**PROBLEM TO WORK ON**
Within the entries below, the lines from the one with "M729,1228L795,1303" through the one with "M1652,391C1659,378 1672,362 1676,347C1680,326" are to be set down exactly, both ends kept.

[DATA SHOWN Boundary: Start]

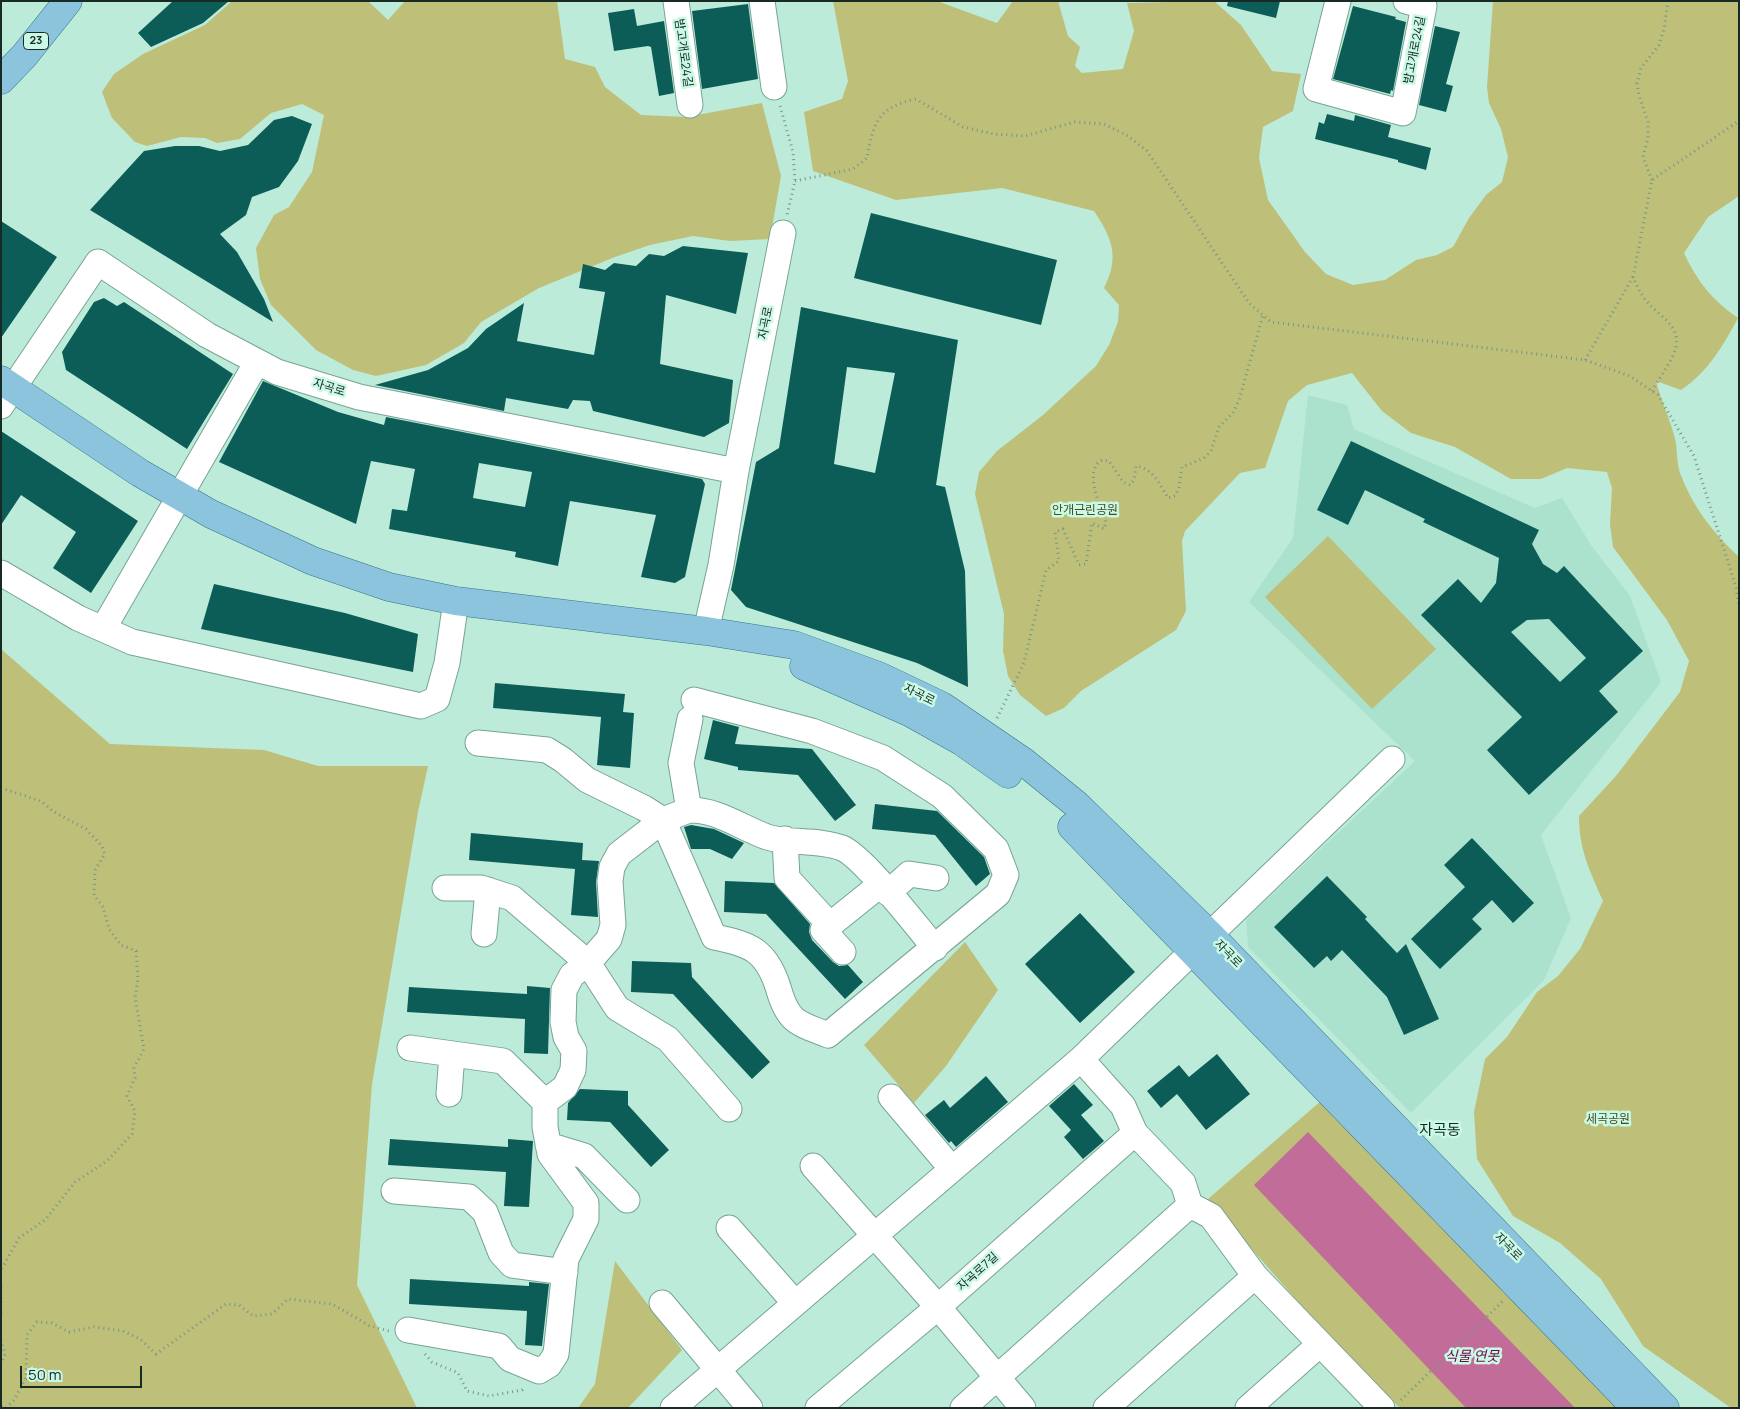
<!DOCTYPE html>
<meta charset="utf-8">
<style>
body{margin:0}
#map{position:relative;width:1740px;height:1409px;overflow:hidden;background:#bdebd9;font-family:Manrope,sans-serif}
canvas{display:block}
.frame{position:absolute;inset:0;border:2px solid #182a24;pointer-events:none}
.scale{position:absolute;left:20px;top:1366px;width:122px;height:22px;box-sizing:border-box;border:2px solid #182a24;border-top:0;padding-left:6px;font-size:15px;line-height:18px;white-space:nowrap;color:#182a24;-webkit-text-stroke:4px #caf9e6;paint-order:stroke}
</style>
<div id="map">
<canvas width="1740" height="1409"></canvas>
<div class="frame"></div>
<div class="scale">50 m</div>
</div>
<script>
const g = document.querySelector('canvas').getContext('2d');
g.lineJoin = 'round';
function paint(path, color) {
  g.fillStyle = color;
  g.fill(path, 'evenodd');
}
function trace(path, color, width, dash) {
  g.strokeStyle = color;
  g.lineWidth = width;
  g.lineCap = dash ? 'butt' : 'round';
  g.setLineDash(dash || []);
  g.stroke(path);
}
function drawText(font, color, halo, rows, align = 'center') {
  g.font = font + ' Manrope,"Noto Sans KR",sans-serif';
  g.lineWidth = 5;
  g.setLineDash([]);
  g.textBaseline = 'middle';
  g.strokeStyle = halo;
  g.fillStyle = color;
  for (const [text, x, y, turn = 0] of rows) {
    g.save();
    g.translate(x, y);
    g.rotate((+turn || 0) * Math.PI / 180);
    g.textAlign = isNaN(turn) ? turn : align;
    if (halo) g.strokeText(text, 0, 0);
    g.fillText(text, 0, 0);
    g.restore();
  }
}
paint(new Path2D(`
 M1308,395L1347,405L1354,429L1535,508L1562,498L1591,545L1630,596L1661,682L1541,835L1571,918L1544,980L1411,1113L1248,947L1246,919L1415,761L1249,602L1293,538Z`), '#abe2cd');
paint(new Path2D(`
 M232,1H368L388,20L405,1H557L565,59L595,67L605,87L641,115L686,117L762,103L781,176L770,239L730,241L693,236L650,245L615,257L539,288L481,322L464,343L426,365L376,376L353,370L316,350L271,305L260,279L256,248L274,215L289,207L312,172L324,115L302,104L271,113L240,139L217,143L205,138L181,137L147,146L135,142L112,118L102,92L114,74L143,54L205,25Z
 M833,1H937L997,23L1013,1H1058L1068,36L1080,47L1075,66L1082,73L1123,69L1134,31L1127,3L1214,1L1241,25L1272,71L1301,74L1293,111L1263,127L1259,158L1268,200L1305,252L1326,274L1353,285L1385,280L1416,260L1437,255L1453,247L1469,218L1486,195L1502,182L1508,157L1501,129L1489,103L1487,87L1493,1H1739V196L1708,217L1684,253C1697,281 1712,300 1738,318C1723,346 1708,372 1681,390L1656,381C1661,400 1669,417 1674,435C1678,447 1676,461 1680,473C1692,506 1713,533 1739,557V1408H1731L1643,1346L1601,1279L1560,1243L1513,1216L1477,1159L1474,1112L1485,1059L1507,1037L1537,992L1558,976L1580,949L1603,901C1590,871 1579,850 1579,816L1616,776L1680,692L1689,661L1667,620L1613,547L1610,524L1612,488L1607,472L1567,468L1541,479H1511L1455,447L1411,433L1382,411L1352,373L1307,385L1288,401L1265,468L1240,473L1185,531L1182,541L1186,611L1176,630L1081,691L1064,708L1046,716L1020,695L1008,676L1003,651L1004,614L975,494L979,472L997,451L1043,415L1096,366L1109,345L1118,322L1119,305L1104,288C1120,257 1112,238 1094,211L1002,188L896,200L813,171L804,112L842,99L848,81Z
 M1328,536L1436,649L1372,709L1265,597Z
 M1,649L110,744L264,750L318,766H428L418,812L372,1084L357,1285L417,1408H1Z
 M965,942L998,990L946,1066L914,1103L864,1045Z
 M1322,1100L1623,1408H1400L1328,1336L1208,1199Z
 M615,1261L682,1350L628,1408H578L595,1384Z`), '#bebf78');
paint(new Path2D(`
 M1308,1132L1575,1408H1466L1254,1185Z`), '#c26d99');
paint(new Path2D(`
 M173,1H229L203,23L151,47L138,33Z
 M1228,1H1280L1276,18L1227,6Z
 M748,4L758,79L702,89L692,11Z
 M1353,6L1396,17L1395,19L1406,22L1393,91L1391,90L1390,94L1333,79Z
 M634,9L637,26L664,21L674,93L659,96L651,47L648,46L614,51L608,13Z
 M1435,26L1460,32L1446,84L1453,86L1446,112L1419,105Z
 M1327,114L1354,121L1355,115L1391,125L1388,137L1431,148L1426,170L1398,162V160L1315,139L1319,122L1324,124Z
 M292,116L312,124L298,161L279,187L252,197L246,215L220,234L237,252L252,278L264,299L273,322L90,210L144,151L175,146H199L220,151L248,145L274,120Z
 M871,213L1057,260L1041,325L854,278Z
 M1,221L57,257L1,338Z
 M683,246L748,253L736,314L666,295L660,364L733,380L729,423L704,437L593,411L590,401L573,400L568,409L506,398L504,411L375,385L428,370L468,348L486,329L524,303L517,341L594,355L605,292L579,288L583,264L605,270L614,263L636,266L649,254L664,256Z
 M104,298L117,306L124,302L233,374L187,449L66,370L62,352L94,302Z
 M801,307L958,340L936,485L945,487L965,571L968,687L917,663L746,607L731,590L756,462L779,448ZM847,367L895,373L875,473L834,464Z
 M263,381L338,412L384,425L386,417L702,479L705,484L685,577L675,583L641,577L656,515L570,501L558,566L515,557L516,552L389,529L392,509L407,511L415,469L371,461L356,524L219,462ZM479,463L532,472L525,507L473,498Z
 M1,431L138,521L91,593L53,568L76,532L21,495L1,525Z
 M1351,441L1539,530L1532,544L1543,564L1557,573L1564,566L1643,651L1599,691L1618,712L1529,795L1487,750L1522,717L1421,615L1458,579L1481,603L1496,583L1499,558L1423,522L1425,519L1365,490L1348,525L1317,510ZM1549,619L1586,658L1560,682L1511,632L1527,620Z
 M214,584L345,613L418,634L413,672L201,629Z
 M495,683L625,694L623,712L634,713L630,768L597,765L601,717L493,708Z
 M713,720L739,727L735,744L812,749L856,805L835,821L798,775L738,770V767L704,759Z
 M875,804L937,811L984,857L990,874L976,886L935,835L872,829Z
 M691,825L714,829L744,843L732,859L710,849H691L684,827Z
 M471,833L583,843L582,860L599,861L596,882L598,917L571,915L575,869L469,860Z
 M1472,838L1534,903L1513,923L1492,900L1472,919L1482,929L1440,969L1411,939L1465,887L1444,865Z
 M1327,876L1367,917L1365,919L1397,953L1406,944L1439,1019L1404,1035L1387,997L1342,950L1331,961L1327,956L1314,968L1274,927Z
 M725,881L774,883L810,924L809,932L812,940L833,962L839,966L848,965L863,982L845,999L766,914L724,912Z
 M1080,913L1135,972L1080,1023L1025,964Z
 M632,961L691,963L692,977L770,1062L752,1079L673,994L631,992Z
 M527,986L550,988L548,1054L524,1053L525,1019L407,1012L409,987L527,994Z
 M1217,1054L1250,1094L1206,1130L1177,1094L1161,1108L1147,1091L1179,1065L1189,1077Z
 M986,1076L1008,1102L956,1147L951,1141L949,1143L925,1115L944,1100L950,1108Z
 M1074,1084L1093,1105L1081,1115L1104,1141L1083,1159L1064,1137L1071,1130L1049,1106Z
 M580,1089L628,1091V1105L669,1150L651,1167L610,1122L567,1120L568,1103Z
 M390,1139L508,1147V1139L533,1141L529,1207L504,1206L506,1172L388,1165Z
 M410,1279L529,1286V1282L549,1284L542,1346L525,1345L527,1311L409,1304Z`), '#0c5d58');
const minor = new Path2D(`
 M676,1L690,105
 M762,1L774,87
 M1338,1L1316,89L1403,113L1424,6L1406,1
 M1,406L98,262L207,335L277,372L359,397L736,471
 M1,573L78,618L132,642L421,706L437,699L447,663L456,601
 M103,629L257,362
 M706,631L721,565L736,471L783,233
 M478,743L547,750L563,760L587,780L644,808L663,820L714,937C750,944 766,950 778,987C781,998 785,1010 793,1018C801,1026 817,1030 828,1035L998,894L1006,875L996,849L942,796L883,758L812,731L694,700
 M689,810C716,809 742,828 767,837C789,844 818,839 842,848C864,857 917,927 935,948
 M785,839L787,878L830,925L823,930L843,952
 M445,888H481L512,898L588,963L617,1008L668,1039L729,1109
 M888,893L909,874L936,878
 M830,925L881,884
 M484,934L488,890
 M410,1048L503,1061L545,1102
 M1081,1059L1123,1106L1135,1133L1183,1183L1190,1205L1211,1216L1255,1276L1382,1408
 M449,1094L452,1054
 M891,1097L952,1169
 M548,1145L584,1156L627,1200
 M813,1166L938,1307L1023,1408
 M394,1191L469,1197L485,1212L501,1253L512,1265L565,1272
 M729,1228L795,1303
 M662,1303L750,1408
 M408,1330L499,1346L510,1359L539,1371L549,1365L556,1354L566,1259L586,1219V1203L550,1154L545,1127V1102L565,1087L573,1070L574,1051L566,1037L563,1022L564,990L572,975L588,963L609,939L613,925L610,881L612,867L619,854L663,820L689,810L681,763L690,719
 M673,1408L1081,1059L1392,759
 M818,1408L938,1307L1135,1133
 M963,1408L1190,1205
 M1106,1408L1255,1276
 M1248,1408L1320,1344`);
const major = new Path2D(`
 M1,80L24,56L68,1
 M1,380L140,473L211,514L313,561L389,587L456,601L706,631L794,645L879,676L942,706L1024,762L1077,805L1210,935L1665,1408
 M804,666L911,713L961,741L1008,774
 M1072,827L1636,1408`);
trace(minor, '#77a493', 27);
trace(major, '#30758d', 29);
trace(new Path2D(`
 M780,106L793,152L795,181L787,215
 M1652,180L1643,157L1648,138V122L1639,95L1637,83L1641,68L1659,45L1664,29L1668,1
 M795,181L853,169L867,158C873,123 878,107 916,99L963,127L994,134L1025,136L1075,122L1104,124L1128,136L1147,151L1249,303L1271,322L1585,360L1630,376L1658,395L1694,456L1736,587L1739,607
 M1585,360L1633,277
 M1652,391C1659,378 1672,362 1676,347C1680,326 1661,317 1649,304C1642,296 1637,287 1633,277L1652,180L1739,121
 M997,718L1024,663L1046,570L1059,561L1055,532L1063,529L1079,565L1086,564L1092,523L1104,529L1106,522C1100,506 1083,470 1102,460L1109,461L1123,482L1130,485L1134,480L1136,466C1153,468 1160,485 1168,498L1175,496L1179,488L1182,467L1204,458L1211,451L1219,427L1233,413L1239,400L1263,315
 M1,788L41,801L54,812L86,829L102,846L105,854L95,870L94,895L103,907L109,929L121,945L136,951L138,979L135,998L144,1049L134,1068L135,1078L127,1096L135,1111L132,1134L107,1161L75,1182L46,1219L19,1238L1,1270
 M1,1287V1313
 M1,1340L5,1354L1,1364
 M425,1354L432,1362L458,1373L467,1391L489,1396L522,1390L525,1387
 M1401,1400L1504,1300
 M1,1406L2,1408
 M6,1408L14,1400L26,1378L27,1335L37,1322L52,1323L69,1332L94,1327L123,1331L140,1339L156,1354L226,1304L239,1305L253,1316L272,1314L288,1299L332,1304L370,1326L389,1331`), '#749689', 3, [1, 4]);
trace(minor, '#fff', 25);
trace(major, '#8bc4dc', 28);
for (const [x, y, w] of [
 [36,41,25]
]) {
  const box = new Path2D();
  box.roundRect(x - w / 2, y - 8.5, w, 17, 4);
  g.fillStyle = '#caf9e6';
  g.fill(box);
  trace(box, '#182a24', 1);
}
drawText('bold 11px', '#182a24', null, [
 ["23",36,41]
]);
drawText('12px', '#182a24', '#caf9e6', [
 ["밤고개로24길",1415,50,-79],
 ["밤고개로24길",683,53,82],
 ["자곡로",766,323,-79],
 ["자곡로",329,388,17],
 ["자곡로",919,695,26],
 ["자곡로",1228,954,46],
 ["자곡로",1508,1247,46],
 ["자곡로7길",978,1272,-42]
]);
drawText('12px', '#4a4a22', '#caf9e6', [
 ["안개근린공원",1085,511],
 ["세곡공원",1608,1120]
]);
drawText('italic 14px', '#72064c', '#caf9e6', [
 ["식물 연못",1472,1357]
]);
drawText('15px', '#182a24', '#caf9e6', [
 ["자곡동",1440,1131]
]);
</script>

[DATA SHOWN Boundary: End]

**ANSWER AREA**
 M729,1228L795,1303
 M662,1303L750,1408
 M408,1330L499,1346L510,1359L539,1371L549,1365L556,1354L566,1259L586,1219V1203L550,1154L545,1127V1102L565,1087L573,1070L574,1051L566,1037L563,1022L564,990L572,975L588,963L609,939L613,925L610,881L612,867L619,854L663,820L689,810L681,763L690,719
 M673,1408L1081,1059L1392,759
 M818,1408L938,1307L1135,1133
 M963,1408L1190,1205
 M1106,1408L1255,1276
 M1248,1408L1320,1344`);
const major = new Path2D(`
 M1,80L24,56L68,1
 M1,380L140,473L211,514L313,561L389,587L456,601L706,631L794,645L879,676L942,706L1024,762L1077,805L1210,935L1665,1408
 M804,666L911,713L961,741L1008,774
 M1072,827L1636,1408`);
trace(minor, '#77a493', 27);
trace(major, '#30758d', 29);
trace(new Path2D(`
 M780,106L793,152L795,181L787,215
 M1652,180L1643,157L1648,138V122L1639,95L1637,83L1641,68L1659,45L1664,29L1668,1
 M795,181L853,169L867,158C873,123 878,107 916,99L963,127L994,134L1025,136L1075,122L1104,124L1128,136L1147,151L1249,303L1271,322L1585,360L1630,376L1658,395L1694,456L1736,587L1739,607
 M1585,360L1633,277
 M1652,391C1659,378 1672,362 1676,347C1680,326 1661,317 1649,304C1642,296 1637,287 1633,277L1652,180L1739,121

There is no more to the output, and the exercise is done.